Il s’agit de la prose de San­dor Petœ­fi*, le plus impor­tant des poètes hon­grois, le chantre au tem­pé­ra­ment mili­taire et à l’âme héroïque et pas­sion­née, qui a exha­lé, dans son œuvre comme dans sa vie, un amour effré­né de la liber­té (XIXe siècle). «Ce n’est pas seule­ment à une pré­di­ca­tion», dit un cri­tique**, «que Petœ­fi a consa­cré son talent; sa vie entière est la mise en œuvre de ce pro­gramme… Cha­cune de ses paroles est une action. Il ne dit pas : “Souf­frez! Espé­rez!”, mais il souffre et il espère.» Le jour, Petœ­fi appelle la lutte et engage la bataille; la nuit, il écrit au bivouac, en face de l’ennemi, au bruit des avant-postes, aux hen­nis­se­ments des che­vaux. Il est fou­gueux, brû­lant, exces­sif même. Avec lui, on assiste à la sai­sis­sante vision de mêlées furieuses où le sang jaillit à flots au milieu «du bruit des épées, des cla­meurs des clai­rons et des foudres du bronze». Tyr­tée des temps modernes, il trouve, par­mi les bou­le­ver­se­ments, le secret des harangues qui entraînent à la vic­toire, font cou­rir joyeu­se­ment vers la mort et décident les dévoue­ments héroïques. Il prie Dieu ardem­ment de ne pas mou­rir dans un lit, calé entre des oreillers, mais sur le champ d’honneur, comme sol­dat ano­nyme de «la liber­té du monde». Il a tout pour lui : le génie, le moment his­to­rique, le des­tin hors série; et quand à vingt-six ans seule­ment, il tombe dans cette sainte guerre, le peuple qui chante ses chan­sons, le peuple dont il est né et pour lequel il est mort, ne veut pas croire que la terre ait osé reprendre sa dépouille mor­telle; et si d’aventure, au milieu du silence, quelque ber­ger entonne dans la lande : «Debout, Hon­grois, contre la horde qui convoite nos biens, notre vie!… Mille ans nous observent, nous jugent, d’Attila jusqu’à Rákóc­zi!», aus­si­tôt le brave peuple de Hon­grie s’écrie sous le chaume : «Vous voyez bien que Petœ­fi n’est pas mort! Ne recon­nais­sez-vous pas sa voix?»

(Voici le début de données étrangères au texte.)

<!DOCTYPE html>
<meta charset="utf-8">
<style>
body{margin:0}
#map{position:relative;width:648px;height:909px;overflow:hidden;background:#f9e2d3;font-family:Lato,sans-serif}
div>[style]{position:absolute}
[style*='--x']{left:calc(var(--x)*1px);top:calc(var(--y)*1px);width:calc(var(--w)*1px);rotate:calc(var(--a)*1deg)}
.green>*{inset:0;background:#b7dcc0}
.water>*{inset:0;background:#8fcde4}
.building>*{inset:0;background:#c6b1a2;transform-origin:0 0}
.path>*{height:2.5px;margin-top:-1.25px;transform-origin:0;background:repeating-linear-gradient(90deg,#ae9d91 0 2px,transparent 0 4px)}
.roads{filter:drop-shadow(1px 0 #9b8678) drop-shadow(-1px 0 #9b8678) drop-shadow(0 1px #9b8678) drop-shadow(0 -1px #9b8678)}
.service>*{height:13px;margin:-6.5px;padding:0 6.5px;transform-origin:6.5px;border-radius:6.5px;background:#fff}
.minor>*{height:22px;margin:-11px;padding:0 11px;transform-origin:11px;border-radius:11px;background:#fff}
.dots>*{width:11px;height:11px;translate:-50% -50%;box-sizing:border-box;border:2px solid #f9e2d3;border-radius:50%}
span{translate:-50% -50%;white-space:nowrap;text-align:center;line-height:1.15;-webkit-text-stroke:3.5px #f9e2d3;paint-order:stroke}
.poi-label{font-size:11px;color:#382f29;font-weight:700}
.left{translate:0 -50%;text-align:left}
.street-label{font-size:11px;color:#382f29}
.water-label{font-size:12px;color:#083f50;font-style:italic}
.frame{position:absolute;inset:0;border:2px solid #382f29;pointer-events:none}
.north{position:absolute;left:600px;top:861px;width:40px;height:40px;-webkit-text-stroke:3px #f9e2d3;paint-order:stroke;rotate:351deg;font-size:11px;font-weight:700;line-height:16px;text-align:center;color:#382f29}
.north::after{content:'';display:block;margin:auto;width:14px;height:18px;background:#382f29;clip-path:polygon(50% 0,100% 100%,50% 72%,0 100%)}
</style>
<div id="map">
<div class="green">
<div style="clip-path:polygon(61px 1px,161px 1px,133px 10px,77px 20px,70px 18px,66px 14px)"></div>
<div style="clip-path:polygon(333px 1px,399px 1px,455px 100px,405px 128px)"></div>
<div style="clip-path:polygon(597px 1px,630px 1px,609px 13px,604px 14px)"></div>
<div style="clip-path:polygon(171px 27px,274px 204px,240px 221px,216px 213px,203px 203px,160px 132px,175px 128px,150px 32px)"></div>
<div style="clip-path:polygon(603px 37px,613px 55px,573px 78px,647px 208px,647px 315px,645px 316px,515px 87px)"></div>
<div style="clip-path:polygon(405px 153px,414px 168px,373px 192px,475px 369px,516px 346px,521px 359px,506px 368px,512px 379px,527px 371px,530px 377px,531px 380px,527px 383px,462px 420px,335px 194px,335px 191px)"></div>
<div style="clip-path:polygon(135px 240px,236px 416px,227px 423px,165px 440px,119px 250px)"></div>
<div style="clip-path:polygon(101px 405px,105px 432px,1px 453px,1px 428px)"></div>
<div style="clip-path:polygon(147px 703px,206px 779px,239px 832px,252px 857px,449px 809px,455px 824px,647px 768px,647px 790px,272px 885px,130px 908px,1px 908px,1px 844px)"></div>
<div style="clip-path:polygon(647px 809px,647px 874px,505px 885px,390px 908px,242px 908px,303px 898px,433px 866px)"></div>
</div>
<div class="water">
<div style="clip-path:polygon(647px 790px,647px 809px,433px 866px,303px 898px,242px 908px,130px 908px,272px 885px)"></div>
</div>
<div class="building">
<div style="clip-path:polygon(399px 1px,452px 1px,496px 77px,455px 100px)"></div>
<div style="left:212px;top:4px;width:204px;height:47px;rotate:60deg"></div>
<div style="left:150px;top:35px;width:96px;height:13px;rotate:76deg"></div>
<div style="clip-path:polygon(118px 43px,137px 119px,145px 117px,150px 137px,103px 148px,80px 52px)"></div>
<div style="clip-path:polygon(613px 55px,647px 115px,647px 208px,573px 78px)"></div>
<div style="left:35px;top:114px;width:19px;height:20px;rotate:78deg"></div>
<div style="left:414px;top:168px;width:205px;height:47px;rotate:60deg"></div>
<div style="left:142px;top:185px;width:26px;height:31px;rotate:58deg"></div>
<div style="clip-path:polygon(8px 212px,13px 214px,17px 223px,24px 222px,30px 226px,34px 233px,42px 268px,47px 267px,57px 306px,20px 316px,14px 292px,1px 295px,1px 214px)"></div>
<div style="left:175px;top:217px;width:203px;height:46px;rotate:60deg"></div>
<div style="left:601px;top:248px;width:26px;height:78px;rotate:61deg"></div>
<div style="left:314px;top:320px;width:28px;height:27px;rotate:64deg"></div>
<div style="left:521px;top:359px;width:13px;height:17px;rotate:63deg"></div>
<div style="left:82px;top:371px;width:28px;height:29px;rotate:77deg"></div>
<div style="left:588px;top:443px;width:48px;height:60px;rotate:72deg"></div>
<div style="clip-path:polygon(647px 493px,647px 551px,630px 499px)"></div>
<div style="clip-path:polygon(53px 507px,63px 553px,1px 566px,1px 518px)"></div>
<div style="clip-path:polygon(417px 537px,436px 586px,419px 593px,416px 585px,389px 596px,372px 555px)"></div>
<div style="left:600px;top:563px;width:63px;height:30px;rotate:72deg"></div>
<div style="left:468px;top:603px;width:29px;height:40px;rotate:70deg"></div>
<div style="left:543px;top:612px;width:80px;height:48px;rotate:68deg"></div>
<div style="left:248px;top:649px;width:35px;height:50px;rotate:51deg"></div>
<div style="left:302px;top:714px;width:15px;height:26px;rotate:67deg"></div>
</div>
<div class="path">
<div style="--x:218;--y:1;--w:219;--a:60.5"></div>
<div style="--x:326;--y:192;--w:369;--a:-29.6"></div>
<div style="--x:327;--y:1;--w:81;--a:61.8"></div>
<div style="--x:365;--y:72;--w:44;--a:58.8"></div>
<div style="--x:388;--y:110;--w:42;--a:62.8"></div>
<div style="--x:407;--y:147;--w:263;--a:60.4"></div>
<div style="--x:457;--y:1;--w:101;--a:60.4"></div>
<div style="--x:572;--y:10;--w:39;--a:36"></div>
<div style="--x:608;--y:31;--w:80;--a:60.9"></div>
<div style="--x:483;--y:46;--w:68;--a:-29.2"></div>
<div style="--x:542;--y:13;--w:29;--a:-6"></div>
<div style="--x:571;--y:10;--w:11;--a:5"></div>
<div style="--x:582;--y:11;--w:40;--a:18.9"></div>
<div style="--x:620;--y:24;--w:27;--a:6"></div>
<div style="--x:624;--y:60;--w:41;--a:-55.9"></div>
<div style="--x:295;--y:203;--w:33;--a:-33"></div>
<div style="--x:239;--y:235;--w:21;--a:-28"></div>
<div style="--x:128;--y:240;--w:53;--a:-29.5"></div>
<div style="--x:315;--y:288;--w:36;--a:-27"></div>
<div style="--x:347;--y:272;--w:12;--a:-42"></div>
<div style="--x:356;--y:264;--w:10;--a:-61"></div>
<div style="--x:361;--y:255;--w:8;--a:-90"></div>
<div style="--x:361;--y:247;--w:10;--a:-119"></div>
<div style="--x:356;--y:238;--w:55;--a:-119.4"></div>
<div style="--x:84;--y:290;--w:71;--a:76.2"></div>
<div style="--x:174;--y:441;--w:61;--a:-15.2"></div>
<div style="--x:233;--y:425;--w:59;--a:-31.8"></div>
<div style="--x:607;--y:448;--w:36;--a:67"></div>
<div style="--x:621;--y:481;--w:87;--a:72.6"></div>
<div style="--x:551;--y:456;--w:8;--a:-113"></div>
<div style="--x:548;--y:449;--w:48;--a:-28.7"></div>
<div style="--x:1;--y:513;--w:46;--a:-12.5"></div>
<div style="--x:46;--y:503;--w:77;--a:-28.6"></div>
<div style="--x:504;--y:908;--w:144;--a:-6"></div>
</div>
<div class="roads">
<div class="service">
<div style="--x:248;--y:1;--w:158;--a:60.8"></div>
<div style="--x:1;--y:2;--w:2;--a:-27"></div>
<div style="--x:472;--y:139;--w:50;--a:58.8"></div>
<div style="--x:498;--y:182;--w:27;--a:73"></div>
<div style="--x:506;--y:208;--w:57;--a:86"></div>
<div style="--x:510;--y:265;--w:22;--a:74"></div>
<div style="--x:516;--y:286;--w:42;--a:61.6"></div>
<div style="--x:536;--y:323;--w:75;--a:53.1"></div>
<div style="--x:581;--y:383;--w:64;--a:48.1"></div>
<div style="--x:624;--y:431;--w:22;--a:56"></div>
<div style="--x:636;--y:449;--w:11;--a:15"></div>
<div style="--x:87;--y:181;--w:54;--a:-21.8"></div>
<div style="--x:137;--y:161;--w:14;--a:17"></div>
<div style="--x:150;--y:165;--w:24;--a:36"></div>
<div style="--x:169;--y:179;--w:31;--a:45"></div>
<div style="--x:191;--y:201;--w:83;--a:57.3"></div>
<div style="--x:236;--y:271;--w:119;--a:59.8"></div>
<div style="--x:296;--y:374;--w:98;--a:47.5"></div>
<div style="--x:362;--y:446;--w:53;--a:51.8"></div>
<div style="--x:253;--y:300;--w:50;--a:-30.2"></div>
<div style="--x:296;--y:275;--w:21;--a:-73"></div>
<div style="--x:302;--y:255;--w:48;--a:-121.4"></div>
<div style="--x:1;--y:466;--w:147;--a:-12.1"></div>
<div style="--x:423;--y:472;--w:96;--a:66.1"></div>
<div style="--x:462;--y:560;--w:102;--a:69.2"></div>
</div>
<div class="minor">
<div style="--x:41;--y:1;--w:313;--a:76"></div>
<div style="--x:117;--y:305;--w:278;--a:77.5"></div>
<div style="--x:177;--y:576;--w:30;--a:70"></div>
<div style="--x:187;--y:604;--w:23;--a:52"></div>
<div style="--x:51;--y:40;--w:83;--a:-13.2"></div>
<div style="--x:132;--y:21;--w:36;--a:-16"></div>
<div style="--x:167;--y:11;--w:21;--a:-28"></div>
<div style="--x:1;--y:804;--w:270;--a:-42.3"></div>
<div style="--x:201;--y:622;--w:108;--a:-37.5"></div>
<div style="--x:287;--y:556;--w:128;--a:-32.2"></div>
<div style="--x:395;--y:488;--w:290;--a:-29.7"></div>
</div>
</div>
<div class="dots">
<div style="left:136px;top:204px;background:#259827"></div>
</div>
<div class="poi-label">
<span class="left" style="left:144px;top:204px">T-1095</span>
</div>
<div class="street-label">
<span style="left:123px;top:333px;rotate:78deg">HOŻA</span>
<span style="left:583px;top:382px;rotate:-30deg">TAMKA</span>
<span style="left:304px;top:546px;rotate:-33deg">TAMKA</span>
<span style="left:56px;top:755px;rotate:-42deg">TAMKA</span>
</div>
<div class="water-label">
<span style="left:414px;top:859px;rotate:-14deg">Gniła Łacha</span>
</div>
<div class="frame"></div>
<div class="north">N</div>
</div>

le chantre au tem­pé­ra­ment mili­taire et à l’âme héroïque et pas­sion­née

Voi­ci un pas­sage qui don­ne­ra une idée du style de la prose de Petœ­fi : «Je ne connais point de misère d’âme plus grande que l’égoïsme; or, existe-t-il, de par ce vaste monde, de peuple plus égoïste, donc plus misé­rable que les Anglais? Ce peuple ne connaît ni Dieu ni hommes, rien que sa propre bourse, qui est l’axe autour duquel tournent la Terre et l’univers; ce sont des deux-et-deux-font-quatre faits hommes, les incar­na­tions du pro­saïsme le plus terre-à-terre… Il est fort ennuyeux de savoir que ce peuple puisse comp­ter Sha­kes­peare par­mi les siens. Étant Hon­grois, j’aimerais, bien enten­du, qu’il fût Hon­grois; puisqu’il ne peut l’être, qu’il fût au moins Fran­çais; mais pas autre chose, car aucun autre peuple ne mérite Sha­kes­peare. Vous avez beau rago­ter et débla­té­rer contre les Fran­çais, leurs défauts mêmes sont plus esti­mables et plus aimables que les ver­tus de n’importe quelle autre nation, et sur­tout celles des Alle­mands déses­pé­rés, qui se com­plaisent tant à les bom­bar­der des fruits pour­ris de leur cœur [vicié] et de leur cer­velle moi­sie. Tout ce que je peux vous dire, c’est que les Fran­çais sont plus chers au Sei­gneur vêtus de leurs défroques de tous les jours que vous ne l’êtes, vous autres, même atti­fés de vos plus beaux habits du dimanche, car ils ont déjà agi pour le bien de l’humanité et ils conti­nuent de le faire, alors que vous ne regar­dez que votre propre inté­rêt ou même pas cela. “Hon­neur aux enfants de la France!” [en fran­çais dans le texte], chante Béran­ger, et tout homme hon­nête de reprendre à l’unisson»***.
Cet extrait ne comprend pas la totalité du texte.